There is an implicit relationship between files, based on them being in the same directory. Each directory with at least one mainfile is a calculation directory and all the files are aux files to that mainfile. This is independent of the respective files actually contributing data or not. A calculation directory might contain multiple mainfile. E.g., user simulated multiple states of the same system, have one calculation based on the other, etc. In this case the other mainfile is an aux file to the original mainfile and vice versa.

Published files are kept in pairs of public and restricted files. Here the multiple mainfiles per directory provides a dilemma. If on mainfile is restricted, all its aux files should be restricted too. But if one of the aux files is actually a mainfile it might be published!

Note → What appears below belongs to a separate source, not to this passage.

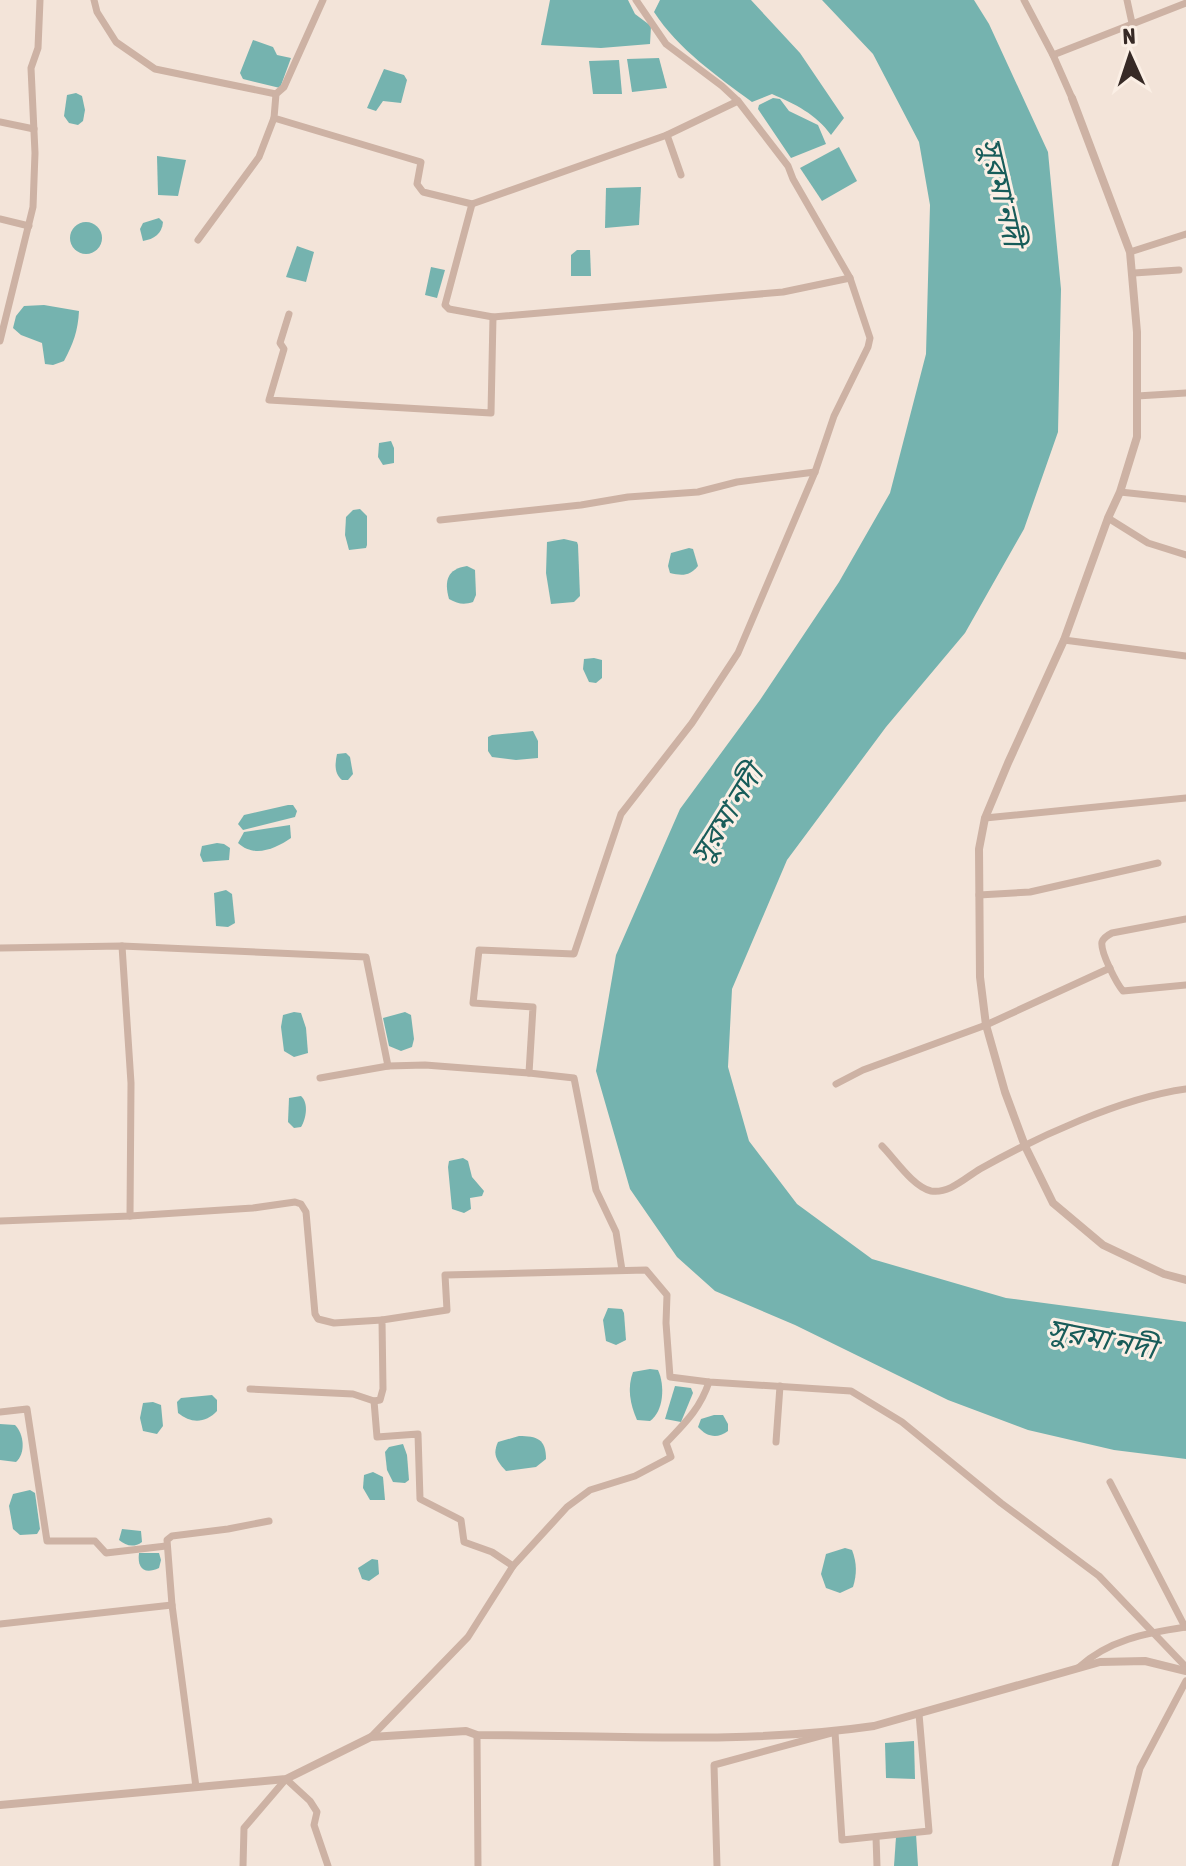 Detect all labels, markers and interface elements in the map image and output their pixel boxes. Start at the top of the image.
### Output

There are multiple ways to solve this. Due to the rarity of the case, we take the most simple solution: if one file is public, all files are made public, execpt those being other mainfiles. Therefore, the aux files of a restricted calc might become public!

nomad.files.always_restricted(path: str)¶: Used to put general restrictions on files, e.g. due to licensing issues. Will be called during packing and while accessing public files.

nomad.files.copytree(src, dst)¶: A close on shutils.copytree that does not try to copy the stats on all files. This is unecessary for our usecase and also causes permission denies for unknown reasons.

class nomad.files.PathObject(bucket: str, object_id: str, os_path: str = None, prefix: bool = False, create_prefix: bool = False)¶

Object storage-like abstraction for paths in general. :param bucket: The bucket to store this object in :param object_id: The object id (i.e. directory path) :param os_path: Override the “object storage” path with the given path. :param prefix: Add a x-digit prefix directory, e.g. foo/test/ -> foo/tes/test :param create_prefix: Create the prefix right away

__init__(bucket: str, object_id: str, os_path: str = None, prefix: bool = False, create_prefix: bool = False) → None¶: Initialize self. See help(type(self)) for accurate signature.

delete() → None¶

exists() → bool¶

property size¶: The os determined file size.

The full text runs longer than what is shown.